Awesome
Joplin Text Notes and To-Dos via Speech
Voice memos recorded from the microphone, transcribed offline to text and converted to Joplin notes or To-Do tasks with automatic notifications. Can also transcribe batches of existing voice memos.
(This repository expands on the older NoteWhispers by bringing new tools and functionality, such as recording Joplin to-do tasks with automatic alarms and the ability to transcribe multiple voice-memo/to-do files. The note transcription utility vm is mature and will not see many changes. The to-do utility td has the added complexity of parsing fuzzy datetime references and the code is ongoing development. While very much work in progress, the zsh version of td is ahead of the bash version in terms of pizzaz.)
DESCRIPTION:
These two Linux command-line utilities (with optional GNOME integration) are named respectively vm and td for brevity and quick access from the command line (check your PATH for conflicts and rename accordingly if needed.)
vm and td utilize previously unavailable, high-quality offline automatic speech recognition (ASR) technology (a derivative of Open AI's open-sourced Whisper ASR models) to convert user speech, such as voice memos captured from the microphone (or pre-recorded audio files), into textual notes that are automatically saved in the awesome, open-source, note-taking application Joplin. At its core, each utility records a voice memo from the default audio input channel (microphone) or uses one or multiple audio files as the input, transcribes it into text using whisper.cpp (a C/C++ port of Open AI's Whisper) and either:
- sends it (properly formated) to the clipboard, or
- creates a new note in a running instance of the Joplin note-taking app using Joplin's data API, or
- creates a new to-do task in the Joplin running instance (in the case of td), parsing the transcribed text for a valid datetime to set a notification/alarm (see details below)
- if Joplin is not running, stores the note or to-do task in a file for later collection.
- On a next invocation of either utility, if Joplin is up, the temporarily stored notes / to-dos are collected
As CLI scripts relying on built-in Linux tools under the hood (plus a few optional but common utilities such as sox
and curl
), vm's and td's feature set is exposed by a few command line arguments:
SYNOPSIS:
vm [-b|-c|-bc|-cb|-h|--help] ... [filenames]
td [-b|-c|-bc|-cb|-h|--help|-a datetimespec] ... [filename(s)]
vm
the default: use the 'tiny' whisper.cpp ASR model file and create a note in Joplintd
the default: create a to-do note in Joplinvm -b|--base
transcribes to a Joplin note using the larger (more accurate but slower) 'base' modeltd -b|--base
transcribes a to-do task using the 'base' modelvm -c|--clip
will transcribe and output to the clipboardtd -c|--clip
will also output to the clipboard but text formated as inline to-do tasktd -a|--alarm datetimespec
will create a to-do task with alarm set to trigger on 'datetimespec'vm -bc
ortd -bc , td -cb , td -[cb]a datetimespec
etc. - valid compound options are acceptablevm -h|--help
ortd -h|--help
will print help info- any and all non-option arguments are treated as input audio files to be converted * (tested on Ubuntu 22.04 LTS under Gnome version 42.5, with the English language models )
Please, note that these 2 command line utilities for Linux are written for zsh but a quick (and possibly dirty) translation to bash (see folder For_bash_users) is provided for users of bash, who should use those instead of the zsh originals.
PREPARING THE ENVIRONMENT
PREREQUISITES:
- Joplin Linux desktop installation with the WebClipper plugin enabled (see https://joplinapp.org/)
- Whisper.cpp installation (see https://github.com/ggerganov/whisper.cpp)
- Recent versions of 'sox', 'curl', 'jq', 'xsel' command line utilities from your system's repositories.

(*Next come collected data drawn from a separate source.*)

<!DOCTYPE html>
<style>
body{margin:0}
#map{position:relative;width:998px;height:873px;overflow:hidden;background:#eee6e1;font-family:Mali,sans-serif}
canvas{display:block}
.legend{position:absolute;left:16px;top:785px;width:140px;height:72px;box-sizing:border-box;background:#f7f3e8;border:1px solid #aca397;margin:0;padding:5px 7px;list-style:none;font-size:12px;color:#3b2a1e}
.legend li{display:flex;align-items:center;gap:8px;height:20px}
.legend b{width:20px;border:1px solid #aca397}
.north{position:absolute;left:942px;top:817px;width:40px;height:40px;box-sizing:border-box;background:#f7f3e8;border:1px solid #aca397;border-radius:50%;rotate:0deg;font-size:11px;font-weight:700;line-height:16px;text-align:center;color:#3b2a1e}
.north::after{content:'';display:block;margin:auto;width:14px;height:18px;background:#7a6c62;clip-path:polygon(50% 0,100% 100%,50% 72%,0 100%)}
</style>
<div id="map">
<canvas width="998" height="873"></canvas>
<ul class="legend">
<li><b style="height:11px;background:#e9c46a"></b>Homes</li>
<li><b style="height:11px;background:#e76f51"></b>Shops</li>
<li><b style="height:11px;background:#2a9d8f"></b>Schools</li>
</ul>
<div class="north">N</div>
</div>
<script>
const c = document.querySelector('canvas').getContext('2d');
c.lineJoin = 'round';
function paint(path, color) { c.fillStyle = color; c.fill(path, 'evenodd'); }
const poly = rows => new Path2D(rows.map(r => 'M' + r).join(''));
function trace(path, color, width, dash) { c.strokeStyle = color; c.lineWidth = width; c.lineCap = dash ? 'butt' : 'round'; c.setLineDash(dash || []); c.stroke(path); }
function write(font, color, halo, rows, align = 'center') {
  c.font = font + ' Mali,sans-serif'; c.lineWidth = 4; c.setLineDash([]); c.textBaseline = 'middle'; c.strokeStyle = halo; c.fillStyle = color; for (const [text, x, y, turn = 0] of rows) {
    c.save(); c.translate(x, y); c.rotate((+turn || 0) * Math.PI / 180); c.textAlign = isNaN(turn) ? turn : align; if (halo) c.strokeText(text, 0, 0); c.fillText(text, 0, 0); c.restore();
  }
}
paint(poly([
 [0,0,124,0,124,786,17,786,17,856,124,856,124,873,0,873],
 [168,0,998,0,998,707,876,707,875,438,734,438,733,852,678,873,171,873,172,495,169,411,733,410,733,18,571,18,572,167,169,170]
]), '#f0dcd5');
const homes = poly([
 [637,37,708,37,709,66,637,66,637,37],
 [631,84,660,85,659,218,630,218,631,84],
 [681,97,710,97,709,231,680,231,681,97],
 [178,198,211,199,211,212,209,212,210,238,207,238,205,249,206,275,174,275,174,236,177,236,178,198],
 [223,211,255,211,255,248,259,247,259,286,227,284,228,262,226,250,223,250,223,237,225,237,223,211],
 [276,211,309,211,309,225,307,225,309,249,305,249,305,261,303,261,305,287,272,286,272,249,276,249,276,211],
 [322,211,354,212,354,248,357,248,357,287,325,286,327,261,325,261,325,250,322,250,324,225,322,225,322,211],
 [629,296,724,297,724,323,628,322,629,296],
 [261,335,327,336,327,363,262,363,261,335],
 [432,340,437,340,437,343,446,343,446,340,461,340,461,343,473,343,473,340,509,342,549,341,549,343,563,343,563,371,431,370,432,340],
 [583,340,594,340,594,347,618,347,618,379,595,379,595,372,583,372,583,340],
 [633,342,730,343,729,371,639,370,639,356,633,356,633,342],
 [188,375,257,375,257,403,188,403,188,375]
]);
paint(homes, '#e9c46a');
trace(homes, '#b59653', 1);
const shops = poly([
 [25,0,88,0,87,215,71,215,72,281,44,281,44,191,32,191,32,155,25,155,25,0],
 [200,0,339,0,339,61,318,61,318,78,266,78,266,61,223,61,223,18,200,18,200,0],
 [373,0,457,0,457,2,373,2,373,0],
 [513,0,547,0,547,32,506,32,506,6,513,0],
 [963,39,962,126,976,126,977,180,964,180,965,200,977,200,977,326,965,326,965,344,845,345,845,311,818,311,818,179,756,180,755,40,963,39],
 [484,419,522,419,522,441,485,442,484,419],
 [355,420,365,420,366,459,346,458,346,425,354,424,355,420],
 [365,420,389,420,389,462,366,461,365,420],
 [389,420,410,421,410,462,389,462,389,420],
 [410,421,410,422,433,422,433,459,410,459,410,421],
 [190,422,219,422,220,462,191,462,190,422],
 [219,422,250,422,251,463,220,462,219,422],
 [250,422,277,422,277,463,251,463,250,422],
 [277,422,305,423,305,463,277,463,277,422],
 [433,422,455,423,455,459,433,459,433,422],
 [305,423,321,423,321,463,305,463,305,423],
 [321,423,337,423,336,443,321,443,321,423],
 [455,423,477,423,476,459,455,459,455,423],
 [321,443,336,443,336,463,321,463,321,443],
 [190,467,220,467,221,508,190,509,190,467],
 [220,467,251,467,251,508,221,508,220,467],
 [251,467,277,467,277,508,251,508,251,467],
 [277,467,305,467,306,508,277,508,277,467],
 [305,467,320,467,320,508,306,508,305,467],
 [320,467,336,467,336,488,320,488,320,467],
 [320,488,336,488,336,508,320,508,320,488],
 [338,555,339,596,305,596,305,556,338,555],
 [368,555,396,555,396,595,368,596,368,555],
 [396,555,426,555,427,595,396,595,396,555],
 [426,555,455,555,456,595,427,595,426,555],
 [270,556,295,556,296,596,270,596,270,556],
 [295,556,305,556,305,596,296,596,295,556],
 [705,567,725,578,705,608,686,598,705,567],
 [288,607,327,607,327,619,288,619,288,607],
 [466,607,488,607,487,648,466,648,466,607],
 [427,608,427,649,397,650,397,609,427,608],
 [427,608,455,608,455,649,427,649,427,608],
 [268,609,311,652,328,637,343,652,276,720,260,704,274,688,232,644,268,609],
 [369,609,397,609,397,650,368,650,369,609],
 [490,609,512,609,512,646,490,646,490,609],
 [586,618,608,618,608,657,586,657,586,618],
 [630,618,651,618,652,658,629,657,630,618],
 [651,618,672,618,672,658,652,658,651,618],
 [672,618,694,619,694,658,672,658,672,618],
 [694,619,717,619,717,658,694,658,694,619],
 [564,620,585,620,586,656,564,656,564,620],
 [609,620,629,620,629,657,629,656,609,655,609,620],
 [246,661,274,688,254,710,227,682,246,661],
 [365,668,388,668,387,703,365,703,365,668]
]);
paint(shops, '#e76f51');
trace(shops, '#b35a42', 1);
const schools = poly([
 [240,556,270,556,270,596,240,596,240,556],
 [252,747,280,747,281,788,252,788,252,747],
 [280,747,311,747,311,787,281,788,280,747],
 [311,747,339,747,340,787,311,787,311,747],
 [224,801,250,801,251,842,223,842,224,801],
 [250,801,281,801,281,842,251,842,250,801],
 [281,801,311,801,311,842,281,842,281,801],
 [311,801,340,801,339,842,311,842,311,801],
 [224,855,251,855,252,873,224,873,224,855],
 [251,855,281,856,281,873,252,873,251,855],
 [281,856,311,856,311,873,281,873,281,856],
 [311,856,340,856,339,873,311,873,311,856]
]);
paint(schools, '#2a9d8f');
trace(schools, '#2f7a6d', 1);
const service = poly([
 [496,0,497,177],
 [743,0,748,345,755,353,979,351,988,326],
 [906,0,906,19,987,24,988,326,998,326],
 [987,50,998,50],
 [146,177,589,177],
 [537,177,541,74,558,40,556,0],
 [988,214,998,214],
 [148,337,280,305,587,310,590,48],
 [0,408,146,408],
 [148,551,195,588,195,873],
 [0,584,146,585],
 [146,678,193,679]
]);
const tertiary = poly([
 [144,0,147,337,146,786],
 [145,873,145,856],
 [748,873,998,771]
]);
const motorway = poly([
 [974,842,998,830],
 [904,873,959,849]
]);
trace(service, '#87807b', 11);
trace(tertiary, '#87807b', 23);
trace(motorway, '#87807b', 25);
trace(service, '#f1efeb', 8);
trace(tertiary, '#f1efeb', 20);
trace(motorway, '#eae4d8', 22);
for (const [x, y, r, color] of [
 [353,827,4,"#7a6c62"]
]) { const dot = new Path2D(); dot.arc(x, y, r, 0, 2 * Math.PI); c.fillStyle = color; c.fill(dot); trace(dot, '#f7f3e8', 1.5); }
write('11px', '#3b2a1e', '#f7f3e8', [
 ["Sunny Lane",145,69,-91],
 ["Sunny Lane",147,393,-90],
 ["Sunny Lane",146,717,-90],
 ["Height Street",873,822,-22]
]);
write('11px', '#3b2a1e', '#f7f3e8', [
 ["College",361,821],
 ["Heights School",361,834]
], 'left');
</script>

- A working microphone (in GNOME one can set a keyboard shortcut to turn it ON and OFF )
DISCLAIMER: Setting up the environment for this to work requires a bit of attention and, quite likely for the novice user, reading about the Linux internals and making informed choices. Some of the proposed actions, if implemented, will alter how your system works internally (e.g. systemwide temporary file storage and memory management). The author neither takes credit nor assumes any responsibility for any outcome that may or may not result from interacting with the contents of this document.
CONFIGURATION
Inside each script, near the begining, there is a clearly marked section, named "USER CONFIGURATION BLOCK", where all the user-configurable variables (described in the following section) have been collected. Some can be left as is but others will require to be set to the user-specific values as determined by the specific instance of Joplin.

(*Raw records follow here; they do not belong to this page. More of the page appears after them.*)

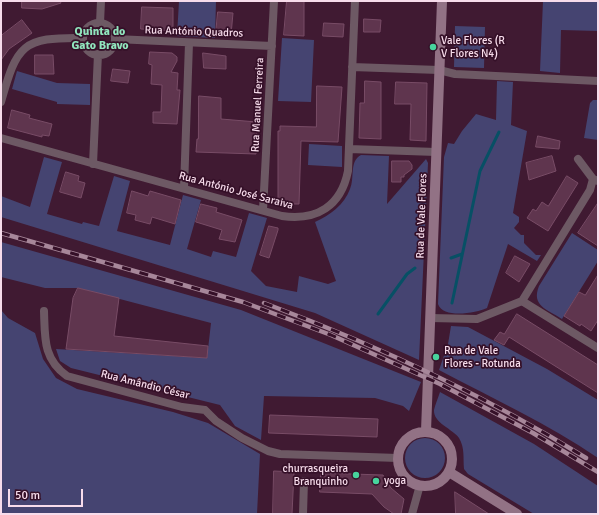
<!DOCTYPE html>
<html>
<head>
<meta charset="utf-8">
<style>
  body { margin:0 }
  #map { position:relative; width:599px; height:515px; overflow:hidden; background:#401a32; font-family:Signika,sans-serif }
  canvas { display:block }
  .frame { position:absolute; inset:0; border:2px solid #f7dceb; pointer-events:none }
  .scale { position:absolute; left:8px; top:489px; width:75px; height:18px; box-sizing:border-box; border:2px solid #f7dceb; border-top:0; padding-left:5px; font-size:12px; line-height:14px; white-space:nowrap; color:#f7dceb; -webkit-text-stroke:3px #351028; paint-order:stroke }
</style>
</head>
<body>
<div id="map">
<canvas width="599" height="515"></canvas>
<div class="frame"></div>
<div class="scale">50 m</div>
</div>
<script>
const ctx = document.querySelector('canvas').getContext('2d');
ctx.lineJoin = 'round';
function fill(path, color) { ctx.fillStyle = color; ctx.fill(path, 'evenodd'); }
function strokePath(path, color, width, dash) { ctx.strokeStyle = color; ctx.lineWidth = width; ctx.lineCap = dash ? 'butt' : 'round'; ctx.setLineDash(dash || []); ctx.stroke(path); }
function drawText(font, color, halo, rows, align = 'center') {
  ctx.font = font + ' Signika,sans-serif'; ctx.lineWidth = 3.5; ctx.setLineDash([]); ctx.textBaseline = 'middle'; ctx.strokeStyle = halo; ctx.fillStyle = color; for (const [text, x, y, turn = 0] of rows) {
    ctx.save(); ctx.translate(x, y); ctx.rotate((+turn || 0) * Math.PI / 180); ctx.textAlign = isNaN(turn) ? turn : align; if (halo) ctx.strokeText(text, 0, 0); ctx.fillText(text, 0, 0); ctx.restore();
  }
}
fill(new Path2D(`
  M 179,1 L 216,1 L 215,38 L 177,36 Z
  M 543,1 L 598,1 L 598,31 L 561,30 L 560,73 L 540,71 Z
  M 455,26 L 485,27 L 484,68 L 454,67 Z
  M 282,38 L 314,40 L 311,102 L 278,101 Z
  M 17,71 L 57,83 L 90,84 L 90,105 L 57,104 L 57,102 L 12,89 Z
  M 497,81 L 513,82 L 511,125 L 527,131 L 513,213 L 519,217 L 519,222 L 514,228 L 521,235 L 524,235 L 524,243 L 536,255 L 541,255 L 537,261 L 508,244 L 487,308 C 476,313 443,319 438,304 L 444,157 L 448,143 L 454,144 L 462,131 L 476,114 L 496,120 Z
  M 593,100 L 598,100 L 598,140 L 584,138 L 590,103 Z
  M 309,144 L 342,146 L 342,167 L 308,165 Z
  M 361,155 L 389,156 L 387,204 L 426,159 L 428,163 L 419,360 L 315,313 L 1,217 L 1,196 L 30,207 L 44,157 L 62,162 L 47,214 L 82,224 L 83,222 L 99,226 L 114,176 L 130,181 L 117,231 L 170,245 L 183,195 L 201,200 L 187,249 L 211,257 L 213,251 L 236,257 L 249,213 L 267,218 L 251,271 L 266,286 L 297,292 L 299,276 L 328,284 L 336,281 L 315,222 C 330,215 344,205 350,189 C 355,178 349,161 361,155 Z
  M 572,233 L 598,250 L 598,261 L 562,319 C 547,309 531,306 539,286 Z
  M 1,242 L 241,310 L 421,382 L 409,411 L 403,406 L 375,398 L 264,396 L 261,440 L 235,426 L 220,405 L 71,368 L 60,361 L 56,349 L 207,358 L 211,323 L 78,288 L 45,288 L 1,277 Z
  M 1,310 L 8,318 L 35,333 L 43,359 L 56,378 L 77,389 L 173,412 L 208,423 L 260,454 L 257,514 L 1,514 Z
  M 451,326 L 468,327 L 547,369 L 598,400 L 598,458 C 548,424 492,398 439,370 L 448,344 Z
  M 440,392 L 534,444 L 598,486 L 598,514 L 534,514 L 468,474 L 464,469 C 463,458 465,448 459,438 C 453,429 433,423 434,410 C 435,405 438,398 440,392 Z
  M405 458a20 20 0 1 1 40 0a20 20 0 1 1-40 0Z`), '#454471');
strokePath(new Path2D(`
  M 451,258 L 462,254
  M 452,303 L 480,171 L 499,132
  M 378,314 L 407,274 L 415,268`), '#075065', 3);
const building = new Path2D(`
  M 22,1 L 60,1 L 61,3 L 42,9 L 22,8 Z
  M 287,1 L 304,1 L 304,36 L 284,35 Z
  M 142,7 L 173,8 L 173,31 L 141,29 Z
  M 218,12 L 233,13 L 231,35 L 216,34 Z
  M 364,19 L 381,20 L 380,32 L 364,32 Z
  M 22,20 L 32,33 L 9,49 L 1,60 L 1,36 Z
  M 324,23 L 344,24 L 343,37 L 323,36 Z
  M 150,52 L 172,53 L 177,57 L 177,61 L 171,72 L 178,73 L 177,90 L 180,90 L 177,124 L 153,123 L 153,112 L 161,112 L 162,85 L 151,84 L 152,65 L 149,64 Z
  M 203,53 L 226,56 L 226,69 L 204,68 Z
  M 35,55 L 53,55 L 54,74 L 35,74 Z
  M 113,69 L 130,71 L 128,83 L 111,81 Z
  M 365,81 L 381,82 L 381,139 L 359,138 L 360,103 L 364,103 Z
  M 396,82 L 427,83 L 426,141 L 410,140 L 411,104 L 395,104 Z
  M 317,86 L 342,87 L 338,142 L 301,141 L 299,204 L 278,204 L 278,131 L 280,131 L 280,126 L 316,127 Z
  M 199,96 L 221,98 L 221,119 L 257,122 L 256,154 L 196,152 L 197,139 L 198,139 Z
  M 12,110 L 30,115 L 29,118 L 52,124 L 49,136 L 42,135 L 42,137 L 8,128 Z
  M 538,136 L 560,141 L 559,149 L 536,147 Z
  M 552,156 L 556,171 L 529,180 L 526,163 Z
  M 392,161 L 409,161 L 412,165 L 412,169 L 404,175 L 404,177 L 401,177 L 401,182 L 392,182 Z
  M 66,172 L 79,176 L 78,181 L 85,183 L 81,198 L 60,192 Z
  M 567,176 L 578,183 L 548,231 L 527,218 L 533,209 L 536,211 L 542,202 L 548,206 Z
  M 132,191 L 148,196 L 150,191 L 181,200 L 175,224 L 152,217 L 150,224 L 135,220 L 136,215 L 127,213 Z
  M 598,203 L 598,246 L 578,233 Z
  M 201,204 L 217,208 L 216,212 L 242,220 L 235,242 L 219,239 L 222,230 L 196,222 Z
  M 269,226 L 278,228 L 278,230 L 269,258 L 260,255 Z
  M 515,256 L 530,264 L 519,282 L 506,273 Z
  M 598,275 L 598,320 L 591,331 L 581,324 L 580,326 L 564,316 L 579,292 L 585,295 Z
  M 78,288 L 119,298 L 114,336 L 208,346 L 207,358 L 66,349 L 73,298 Z
  M 517,314 L 598,365 L 598,393 L 509,337 L 504,345 L 494,340 L 500,332 L 504,334 Z
  M 270,415 L 378,419 L 377,437 L 269,433 Z
  M 274,471 L 294,472 L 292,514 L 273,514 Z
  M 321,473 L 383,475 L 391,488 L 404,499 L 401,514 L 394,514 L 384,507 L 372,494 L 320,492 Z
  M 455,492 L 489,514 L 456,514 Z`);
fill(building, '#5f354e');
strokePath(building, '#784c66', 1);
strokePath(new Path2D(`
  M 100,23 L 101,1
  M83 39a16 16 0 1 1 32 0a16 16 0 1 1-32 0Z
  M 115,39 L 272,46
  M 352,67 L 439,70 L 455,74 L 598,81
  M 1,102 C 17,45 22,37 83,38
  M 1,138 L 282,216 C 317,221 341,206 348,171 L 355,1
  M 349,149 L 436,152
  M 578,159 L 593,179
  M 93,164 L 98,54
  M 184,188 L 189,43
  M 263,210 L 274,1
  M 522,301 L 590,190 L 593,179 L 598,181
  M 44,311 C 45,338 43,359 67,376 L 182,407 L 205,410 L 216,421 L 242,438 L 268,451 L 280,454 L 398,458
  M 430,318 L 477,319 L 522,301 L 598,348
  M 303,514 L 304,481
  M 412,514 L 420,485`), '#6d5964', 8);
strokePath(new Path2D(`
  M 426,431 L 442,1
  M398 459a27 27 0 1 1 54 0a27 27 0 1 1-54 0Z
  M 449,472 L 517,514`), '#927285', 10);
const rail = new Path2D(`
  M 1,233 L 243,302 L 331,335 L 440,384 L 533,433 L 598,472
  M 264,303 C 376,345 485,395 586,458`);
strokePath(rail, '#a7879a', 4.5);
strokePath(rail, '#351028', 3, [9]);
for (const [x, y, r, color] of [
  [433,47,4,"#47d49d"],
  [436,357,4,"#47d49d"],
  [356,475,4,"#47d49d"],
  [376,481,4,"#47d49d"]
]) { const dot = new Path2D(); dot.arc(x, y, r, 0, 2 * Math.PI); ctx.fillStyle = color; ctx.fill(dot); strokePath(dot, '#351028', 1.5); }
drawText('11px', '#f7dceb', '#351028', [
  ["Rua António Quadros",194,32,2],
  ["Rua Manuel Ferreira",258,105,-87],
  ["Rua António José Saraiva",236,191,15],
  ["Rua de Vale Flores",422,216,-88],
  ["Rua Amândio César",145,385,14]
]);
drawText('11px', '#f7dceb', '#351028', [
  ["Vale Flores (R",441,41],
  ["V Flores N4)",441,54],
  ["Rua de Vale",444,351],
  ["Flores - Rotunda",444,364],
  ["churrasqueira",348,469,"right"],
  ["Branquinho",348,482,"right"],
  ["yoga",384,481]
], 'left');
drawText('bold 12px', '#91e6be', '#351028', [
  ["Quinta do",100,32],
  ["Gato Bravo",100,46]
]);
</script>
</body>
</html>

Temporary directory and files
(NB. Everything in this section is based on the author's choice and opinion and may not fit the taste or the particular situation of everyone; please, adjust the script as you like. )
Audio-to-text transcription is memory- and CPU-intensive task and fast storage for read and write access can only help. That is why vm and td are designed to store temporary and resource files in memory, for speed and to reduce SSD/HDD "grinding": TEMPD='/dev/shm'
.
This mount point of type "tmpfs" is created in RAM (let's assume that you have enough, say, at least 8GB) and is made available by the kernel for user-space applications. When the computer is shut down it is automatically wiped out, which is fine since we do not need the intermediate files.
In fact, for Joplin and any other applications (Electron-based or not) that are stored in Appimage format, it would be beneficial (IMHO) to have the systemwide /tmp mount point also kept in RAM. Every time you start Joplin, it expands itself in /tmp writing about 500 MB to your SSD or HDD and moving /tmp to RAM may speed up application startup a bit. A welcome speedup for any Electron app. In its simplest form, this transition is easy, just run:
echo "tmpfs /tmp tmpfs rw,nosuid,nodev" | sudo tee -a /etc/fstab
and then restart your Linux computer. For the aforementioned reasons, the scripts also expect to find the ASR model files needed by whisper.cpp in the same location (/dev/shm). These are large files, that can be transferred to this location at the start of a terminal session (or at system startup). This can be done using your .zshrc (or .bashrc) file by placing something like this in it:
([ -f /dev/shm/ggml-tiny.en.bin ] || cp /path/to/your/local/whisper.cpp/models/ggml* /dev/shm/)
"INSTALLATION"
(Assuming whisper.cpp is available and the "main" executable compiled with 'make' in the cloned whisper.cpp repo. See Prerequisites section)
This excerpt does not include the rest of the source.